Lei ritiene che una parte dell’opposizione faccia l’occhiolino alla maggioranza?

“Voci di corridoio lo dicono. Al momento non ci voglio credere. Ci sono state delle défaillance da parte di alcuni miei colleghi di minoranza in consiglio comunale che hanno fatto pensare all’opinione pubblica ciò che lei ha esposto nella domanda. Da qui a breve avremo dei banchi di prova, primo fra tutti l’approvazione del bilancio, che ci faranno capire se la maggioranza è composta da 15 o da più persone”.

C’è almeno un solo provvedimento che le è piaciuto di questa amministrazione?

“La cosa più bella che ha fatto questa maggioranza è approvare in consiglio comunale la mia mozione sull’utilizzo delle biciclette elettriche per tutti i dipendenti comunali e i vigili urbani che ne facessero richiesta. Nel mio discorso nel primo consiglio comunale ho augurato al sindaco di prendersi quello che di buono hanno lasciato le precedenti amministrazioni e di cercare in noi della minoranza una collaborazione. Io sono qui, sono a sua disposizione nel momento in cui vorrà condividere con me qualche obiettivo”.

Lei sta facendo una battaglia sulla nomina dell’assessore all’Ambiente. Ci può dire come stanno le cose?

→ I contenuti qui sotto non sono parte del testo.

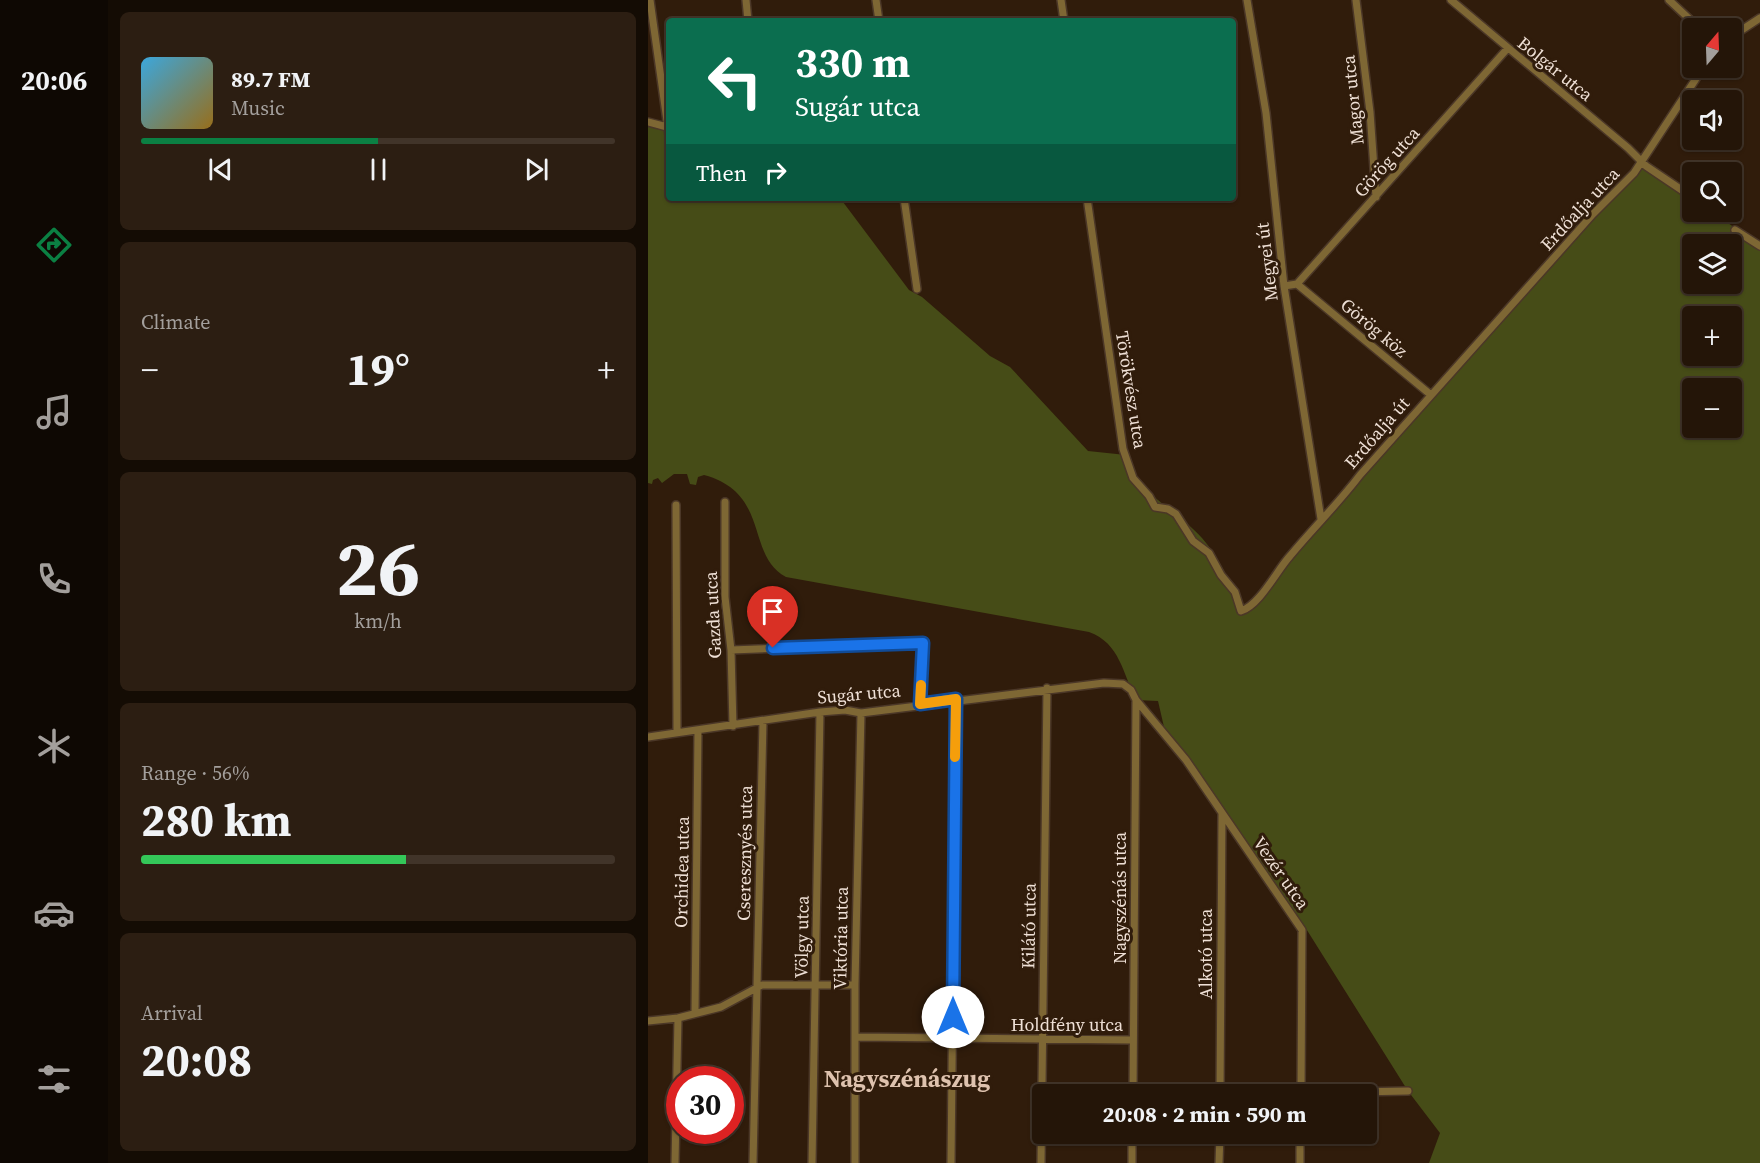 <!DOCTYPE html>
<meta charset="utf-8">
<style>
body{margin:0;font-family:"Source Serif 4",serif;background:#2c1e12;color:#f1f3f6;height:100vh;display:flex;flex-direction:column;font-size:22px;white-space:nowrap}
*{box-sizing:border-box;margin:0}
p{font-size:20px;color:#a39f9c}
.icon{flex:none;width:33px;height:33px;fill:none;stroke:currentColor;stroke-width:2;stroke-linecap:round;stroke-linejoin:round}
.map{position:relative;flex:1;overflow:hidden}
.side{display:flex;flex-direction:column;gap:12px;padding:12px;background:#140c04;width:540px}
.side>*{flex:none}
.hud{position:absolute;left:18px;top:18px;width:570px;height:183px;border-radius:6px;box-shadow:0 2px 4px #0004,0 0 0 2px #413429;background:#0b6e4f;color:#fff;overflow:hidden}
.needle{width:39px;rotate:19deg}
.tools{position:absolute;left:1034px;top:18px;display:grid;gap:12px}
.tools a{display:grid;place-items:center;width:60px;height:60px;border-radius:6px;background:#241508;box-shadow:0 2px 4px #0004,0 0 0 2px #413429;font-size:30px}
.speed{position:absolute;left:18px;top:1066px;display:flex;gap:12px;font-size:30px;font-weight:700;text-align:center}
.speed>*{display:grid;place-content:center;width:78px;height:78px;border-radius:50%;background:#241508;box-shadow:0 2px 4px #0004,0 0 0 2px #413429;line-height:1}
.speed .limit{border:9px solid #d22;background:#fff;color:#111}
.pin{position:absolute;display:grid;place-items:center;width:51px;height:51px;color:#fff;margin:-62px -26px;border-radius:50% 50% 50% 0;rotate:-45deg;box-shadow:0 0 6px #0007}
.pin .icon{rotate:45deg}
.me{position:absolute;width:66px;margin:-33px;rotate:0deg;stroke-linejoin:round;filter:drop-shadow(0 0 4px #0008)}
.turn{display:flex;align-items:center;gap:21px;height:126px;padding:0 30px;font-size:27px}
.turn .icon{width:78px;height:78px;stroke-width:2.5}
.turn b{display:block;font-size:42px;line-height:51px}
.then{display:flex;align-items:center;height:57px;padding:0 30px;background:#0003;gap:12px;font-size:22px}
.big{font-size:45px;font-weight:700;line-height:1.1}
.side .widget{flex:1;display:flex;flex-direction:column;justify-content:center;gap:9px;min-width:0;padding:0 21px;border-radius:9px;background:#2c1e12}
.side .dial{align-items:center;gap:0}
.dial b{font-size:78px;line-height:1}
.song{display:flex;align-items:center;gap:18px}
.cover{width:72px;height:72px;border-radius:9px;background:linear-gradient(135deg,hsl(200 70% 55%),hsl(40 70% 35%))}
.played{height:6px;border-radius:3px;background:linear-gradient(90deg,#0b8043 50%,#413429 50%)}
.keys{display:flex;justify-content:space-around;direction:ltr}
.heat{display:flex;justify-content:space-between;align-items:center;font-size:33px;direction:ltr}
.charge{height:9px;border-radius:4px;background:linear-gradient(90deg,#34c759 56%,#413429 0)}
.trip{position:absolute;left:384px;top:1084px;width:345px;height:60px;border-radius:6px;background:#241508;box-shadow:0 2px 4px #0004,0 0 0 2px #413429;font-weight:700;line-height:60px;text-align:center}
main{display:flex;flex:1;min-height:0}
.tab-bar{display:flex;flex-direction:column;width:108px;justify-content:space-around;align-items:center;background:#0e0803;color:#a39f9c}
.tab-bar .icon{width:42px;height:42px}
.tab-bar .selected{color:#0b8043}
.tab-bar b{font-size:27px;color:#f1f3f6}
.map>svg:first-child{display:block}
</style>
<main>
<nav class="tab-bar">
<b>20:06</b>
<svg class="icon selected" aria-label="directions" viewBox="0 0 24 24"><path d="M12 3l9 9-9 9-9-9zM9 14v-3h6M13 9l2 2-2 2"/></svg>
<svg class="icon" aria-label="music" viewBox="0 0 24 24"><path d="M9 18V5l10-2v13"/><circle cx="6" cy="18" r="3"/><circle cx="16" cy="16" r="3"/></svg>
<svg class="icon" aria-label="phone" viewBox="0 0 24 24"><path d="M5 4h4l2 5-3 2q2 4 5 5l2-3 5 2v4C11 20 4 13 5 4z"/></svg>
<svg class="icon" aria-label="climate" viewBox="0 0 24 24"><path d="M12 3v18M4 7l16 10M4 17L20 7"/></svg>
<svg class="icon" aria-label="car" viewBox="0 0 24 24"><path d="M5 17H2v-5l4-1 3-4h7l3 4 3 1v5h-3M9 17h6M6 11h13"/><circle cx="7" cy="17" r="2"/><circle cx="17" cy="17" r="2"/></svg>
<svg class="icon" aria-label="filters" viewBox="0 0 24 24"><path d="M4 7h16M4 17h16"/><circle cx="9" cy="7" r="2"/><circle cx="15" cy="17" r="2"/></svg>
</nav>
<section class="side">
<div class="widget">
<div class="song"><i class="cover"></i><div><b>89.7 FM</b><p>Music</p></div></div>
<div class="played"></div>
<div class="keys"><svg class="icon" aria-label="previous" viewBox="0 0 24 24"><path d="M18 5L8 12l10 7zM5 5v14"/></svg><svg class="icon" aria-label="pause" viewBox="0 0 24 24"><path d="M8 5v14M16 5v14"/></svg><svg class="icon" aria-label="next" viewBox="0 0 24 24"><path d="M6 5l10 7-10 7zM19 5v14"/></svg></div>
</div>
<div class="widget"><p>Climate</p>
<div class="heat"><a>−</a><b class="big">19°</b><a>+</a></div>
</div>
<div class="widget dial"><b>26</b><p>km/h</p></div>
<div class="widget"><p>Range · 56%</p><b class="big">280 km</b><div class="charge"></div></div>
<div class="widget"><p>Arrival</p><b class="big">20:08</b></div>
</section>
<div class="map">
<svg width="1112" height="1163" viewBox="0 0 1112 1163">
<rect width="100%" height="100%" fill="#301c0b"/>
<path fill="#464c17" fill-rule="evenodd" d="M0,126L16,130L21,146V198H128C142,204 174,198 192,198L261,290L274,297L342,356L362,367L440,451L478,455C490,495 527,508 554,538C573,559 583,586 594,611L615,590L992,161L1044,198V212H1063L1112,244V1163H781L792,1133L760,1091L657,927L516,727L510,701L488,700C475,674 472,643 441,632L138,577C97,555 123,493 56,475L50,477L48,485L42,484L39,474H26L14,483L10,478L5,480L4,484L0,483ZM1044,244H1083V284H1044ZM1044,316H1083V356H1044ZM1044,388H1083V428H1044Z
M523,1134H559V1146H523Z"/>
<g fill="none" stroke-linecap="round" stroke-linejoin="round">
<g stroke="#4b3727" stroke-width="10">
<path id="street" d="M2,0L21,135
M98,0L100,21
M228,0L231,21
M413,0L416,21
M599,0L618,113L636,286L673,519
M708,0L722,112L728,197
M803,0L980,148L998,166L1044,197
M1021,0L1051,28
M1083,37L1112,18
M0,122L19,127
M256,198L269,289
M439,198L475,449L485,478L501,496L507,507L520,509L528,514L545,541L561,553L573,575L587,592L593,611C612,605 629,570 642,556C665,528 690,504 712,475L945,214L986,173L1055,68
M1087,230L1112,246
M649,284L783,395
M636,286L649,284L859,49
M77,502V597L83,650L85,726
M28,505L29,732
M83,650L275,643L272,704
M0,737L172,712L197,710L213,713L456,683L475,684L483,690L488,700L538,760L654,930L653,1095
M47,1013L50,731
M0,1021L30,1018L73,1007L114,985H207
M208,1037L485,1040
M653,1093L760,1091
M485,1095L488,700
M572,1095L574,814
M27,1163L30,1018
M105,1163L115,721
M164,1163L172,712
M207,1163V985L213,713
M303,1163L308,699
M393,1163L399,688
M484,1163V1134
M571,1163L572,1134
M652,1163V1134"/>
</g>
<use href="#street" stroke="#7e6734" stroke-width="7"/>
</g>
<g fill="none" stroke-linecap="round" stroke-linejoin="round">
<g stroke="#114b97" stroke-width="15">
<path id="route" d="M125,648L275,643L272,704L308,699L305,1017"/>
</g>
<use href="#route" stroke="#1a73e8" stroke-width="10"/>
<path stroke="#f59e0b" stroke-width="10" d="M273,685L272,704L308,699L307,757"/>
</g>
<g text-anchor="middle" stroke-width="6" stroke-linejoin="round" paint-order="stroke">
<g font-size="18" fill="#efe0d6" stroke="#301c0b">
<text transform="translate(907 69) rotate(39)" y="6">Bolgár utca</text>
<text transform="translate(705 100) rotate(-96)" y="6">Magor utca</text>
<text transform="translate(739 162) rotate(-48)" y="6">Görög utca</text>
<text transform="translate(932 209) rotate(-47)" y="6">Erdőalja utca</text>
<text transform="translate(619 262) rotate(-97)" y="6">Megyei út</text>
<text transform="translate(726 328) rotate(40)" y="6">Görög köz</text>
<text transform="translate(483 390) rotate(81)" y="6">Törökvész utca</text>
<text transform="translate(729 433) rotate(-49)" y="6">Erdőalja út</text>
<text transform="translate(65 615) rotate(-93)" y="6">Gazda utca</text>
<text transform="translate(211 694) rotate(-5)" y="6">Sugár utca</text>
<text transform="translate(97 853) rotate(-89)" y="6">Cseresznyés utca</text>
<text transform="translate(34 872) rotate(-89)" y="6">Orchidea utca</text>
<text transform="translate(633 873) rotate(55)" y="6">Vezér utca</text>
<text transform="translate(472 898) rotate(-90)" y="6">Nagyszénás utca</text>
<text transform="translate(381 926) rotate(-89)" y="6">Kilátó utca</text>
<text transform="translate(154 937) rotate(-89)" y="6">Völgy utca</text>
<text transform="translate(193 938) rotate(-89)" y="6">Viktória utca</text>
<text transform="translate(558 954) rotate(-90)" y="6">Alkotó utca</text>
<text x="419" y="1031">Holdfény utca</text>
</g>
<g font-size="24" font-weight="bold" fill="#dec2ae" stroke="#301c0b">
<text x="259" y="1087">Nagyszénászug</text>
</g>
</g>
</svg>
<div class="tools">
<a><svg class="needle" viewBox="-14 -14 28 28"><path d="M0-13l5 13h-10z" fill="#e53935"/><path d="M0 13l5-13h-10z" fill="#a39f9c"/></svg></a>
<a><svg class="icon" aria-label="sound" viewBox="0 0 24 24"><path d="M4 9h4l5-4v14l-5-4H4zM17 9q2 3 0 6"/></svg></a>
<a><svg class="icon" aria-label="search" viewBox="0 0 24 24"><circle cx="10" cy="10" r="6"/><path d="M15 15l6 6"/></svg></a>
<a><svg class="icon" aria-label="layers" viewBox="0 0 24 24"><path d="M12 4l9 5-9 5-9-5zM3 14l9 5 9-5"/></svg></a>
<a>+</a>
<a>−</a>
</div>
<div class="speed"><div class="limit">30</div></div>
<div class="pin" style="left:125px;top:648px;background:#d93025"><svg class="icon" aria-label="arrive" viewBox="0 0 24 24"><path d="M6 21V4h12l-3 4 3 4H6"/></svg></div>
<svg class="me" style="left:305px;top:1017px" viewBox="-20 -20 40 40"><circle r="19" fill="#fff"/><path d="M0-13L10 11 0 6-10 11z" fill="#1a73e8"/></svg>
<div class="trip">20:08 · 2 min · 590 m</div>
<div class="hud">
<div class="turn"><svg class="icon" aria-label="left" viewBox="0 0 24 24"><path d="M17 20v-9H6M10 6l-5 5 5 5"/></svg><div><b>330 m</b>Sugár utca</div></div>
<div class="then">Then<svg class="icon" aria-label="right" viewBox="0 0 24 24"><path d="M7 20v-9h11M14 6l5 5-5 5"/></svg></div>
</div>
</div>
</main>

“Hanno dato un incarico di 3mila euro ad un professionista esterno affinché facilitasse il passaggio di cantiere da Senesi a Tekra. Ma non si poteva nominare un assessore all’Ambiente? L’assessore fa proprio questo, facilita. Dà l’indirizzo politico, spetta poi ai tecnici risolvere la situazione. È un autogol che questa giunta ha fatto. Un sindaco sta dichiarando che non ha nessuna persona da scegliere che ritiene all’altezza di fare il passaggio di cantiere. Inoltre, non dimentichiamoci una cosa. La giunta, nella sua composizione, è illegittima. Sta violando la legge che riguarda le quote rosa. Ho fatto già diversi esposti al difensore civico regionale e ora anche al presidente De Luca”.

Il sindaco dice che l’opposizione, per questa cosa, dovrebbe rivolgersi al Tar.

“Il sindaco è ignorante in materia. La legge parla chiaro. Prima era di competenza del difensore civico regionale, al quale mi sono rivolto. Dopodiché è intervenuta una sentenza del Tar di Salerno, che ha detto che il potere sostitutivo non è più del difensore civico regionale, ma è del presidente della giunta regionale, ossia Vincenzo De Luca. Ma io la palla la ripasso al sindaco. Non c’è bisogno che la minoranza vada al Tar. Il sindaco ha il dovere morale, per la città di Aversa, di nominare l’assessore all’Ambiente e di avere una donna in giunta”.